Thursday, July 21, 2011

Lurking is Not a Static State

Lurking and its role in communities has been on the forefront of my mind for the past few days. It has received a lot of attention in the past from the thought leaders in the realm of learning and the role of communities in personal as well as organizational learning. I have recently taken on enterprise community facilitation and was curious to see how people are interacting on our enterprise collaboration platform. The analytics told me that over 40% of the users are Active Users (a term Jive uses to describe all users who log in to consume content without necessarily interacting with the content in any manner). This is also proved by the fact that many of the groups on this platform have membership of ~300 but obviously not everyone is a Contributing User. They are lurking on the edge, consuming content.

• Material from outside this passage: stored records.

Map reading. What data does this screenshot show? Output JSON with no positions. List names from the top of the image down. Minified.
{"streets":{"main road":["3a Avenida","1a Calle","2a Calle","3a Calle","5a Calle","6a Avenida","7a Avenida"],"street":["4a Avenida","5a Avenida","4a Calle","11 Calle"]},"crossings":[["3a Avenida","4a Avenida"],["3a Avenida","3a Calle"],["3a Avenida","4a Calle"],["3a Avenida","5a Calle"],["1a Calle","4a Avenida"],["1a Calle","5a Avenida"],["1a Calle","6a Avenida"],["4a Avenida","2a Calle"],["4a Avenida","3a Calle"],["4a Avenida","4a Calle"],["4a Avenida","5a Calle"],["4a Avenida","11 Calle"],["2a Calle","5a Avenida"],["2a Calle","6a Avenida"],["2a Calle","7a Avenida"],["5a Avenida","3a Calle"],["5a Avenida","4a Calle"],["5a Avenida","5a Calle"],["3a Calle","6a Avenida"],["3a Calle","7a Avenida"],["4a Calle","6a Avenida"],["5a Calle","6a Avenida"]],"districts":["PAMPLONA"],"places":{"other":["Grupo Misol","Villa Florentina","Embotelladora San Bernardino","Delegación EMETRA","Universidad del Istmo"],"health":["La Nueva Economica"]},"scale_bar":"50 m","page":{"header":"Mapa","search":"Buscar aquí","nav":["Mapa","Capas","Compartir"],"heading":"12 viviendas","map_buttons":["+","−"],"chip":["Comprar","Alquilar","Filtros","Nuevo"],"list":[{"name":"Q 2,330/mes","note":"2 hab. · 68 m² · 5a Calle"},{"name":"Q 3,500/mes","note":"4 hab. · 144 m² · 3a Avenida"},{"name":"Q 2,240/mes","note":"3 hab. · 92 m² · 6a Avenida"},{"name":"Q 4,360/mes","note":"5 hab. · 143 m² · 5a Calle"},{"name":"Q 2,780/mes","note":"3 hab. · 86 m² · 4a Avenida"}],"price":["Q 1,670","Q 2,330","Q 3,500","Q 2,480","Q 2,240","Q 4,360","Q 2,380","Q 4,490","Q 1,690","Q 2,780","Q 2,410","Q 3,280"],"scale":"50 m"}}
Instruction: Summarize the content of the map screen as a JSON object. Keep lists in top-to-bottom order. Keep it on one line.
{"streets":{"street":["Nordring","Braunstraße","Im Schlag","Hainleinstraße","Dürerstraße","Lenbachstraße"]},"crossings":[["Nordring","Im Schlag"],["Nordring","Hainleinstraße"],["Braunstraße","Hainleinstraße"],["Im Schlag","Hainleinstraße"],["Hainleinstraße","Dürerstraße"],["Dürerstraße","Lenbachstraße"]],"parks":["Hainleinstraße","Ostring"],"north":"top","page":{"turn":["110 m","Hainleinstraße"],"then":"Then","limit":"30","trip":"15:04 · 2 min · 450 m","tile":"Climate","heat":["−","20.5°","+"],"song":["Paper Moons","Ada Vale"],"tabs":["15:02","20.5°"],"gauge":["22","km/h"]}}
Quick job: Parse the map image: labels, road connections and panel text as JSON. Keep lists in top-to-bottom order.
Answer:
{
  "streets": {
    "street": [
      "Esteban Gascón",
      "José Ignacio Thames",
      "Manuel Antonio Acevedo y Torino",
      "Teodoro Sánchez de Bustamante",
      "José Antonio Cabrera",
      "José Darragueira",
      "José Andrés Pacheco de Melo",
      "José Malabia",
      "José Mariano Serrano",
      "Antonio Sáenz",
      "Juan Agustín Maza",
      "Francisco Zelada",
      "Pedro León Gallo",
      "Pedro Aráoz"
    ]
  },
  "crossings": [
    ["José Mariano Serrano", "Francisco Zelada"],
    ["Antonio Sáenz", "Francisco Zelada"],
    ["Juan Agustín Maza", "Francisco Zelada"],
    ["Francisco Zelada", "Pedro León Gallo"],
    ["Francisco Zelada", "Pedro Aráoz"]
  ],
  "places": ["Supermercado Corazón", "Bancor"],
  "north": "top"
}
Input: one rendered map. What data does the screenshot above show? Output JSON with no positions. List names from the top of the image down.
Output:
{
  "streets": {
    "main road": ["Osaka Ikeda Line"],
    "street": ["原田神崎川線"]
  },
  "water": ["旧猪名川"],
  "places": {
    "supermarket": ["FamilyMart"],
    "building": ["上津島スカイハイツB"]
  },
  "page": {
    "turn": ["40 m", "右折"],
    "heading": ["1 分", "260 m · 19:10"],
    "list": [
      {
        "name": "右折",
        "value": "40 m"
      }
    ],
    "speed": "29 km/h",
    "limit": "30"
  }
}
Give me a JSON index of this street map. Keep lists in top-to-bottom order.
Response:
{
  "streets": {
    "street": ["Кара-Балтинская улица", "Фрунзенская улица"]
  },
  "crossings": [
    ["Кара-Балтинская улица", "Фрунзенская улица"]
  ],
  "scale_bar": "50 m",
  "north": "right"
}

Somehow, the word lurker has become associated with pejorative connotations of people taking from communities without giving back, of not contributing, of being selfish and feeding off the hard work of others. They are the free riders. However, is that truly the case? Would we consider silent participants in a meeting or at presentations lurkers? Not really. They showed up. I think what makes lurking seem dubious in an online environment is that we can't technically "reveal" our engagement. No one can see the engrossed look on my face when I read discussion threads in the Learning and Skills group. A lurker might very well be giving back by performing better at their jobs, by sharing insights with others in the context of their daily work by using the learning gleaned from lurking. This is especially true of communities in enterprises. Since the give back is asymmetric and happens in a different context, this goes unnoticed. Does that mean they should always continue to lurk? I don't quite think that happens. Some of the research material points to a cycle of participation that I have mentioned later.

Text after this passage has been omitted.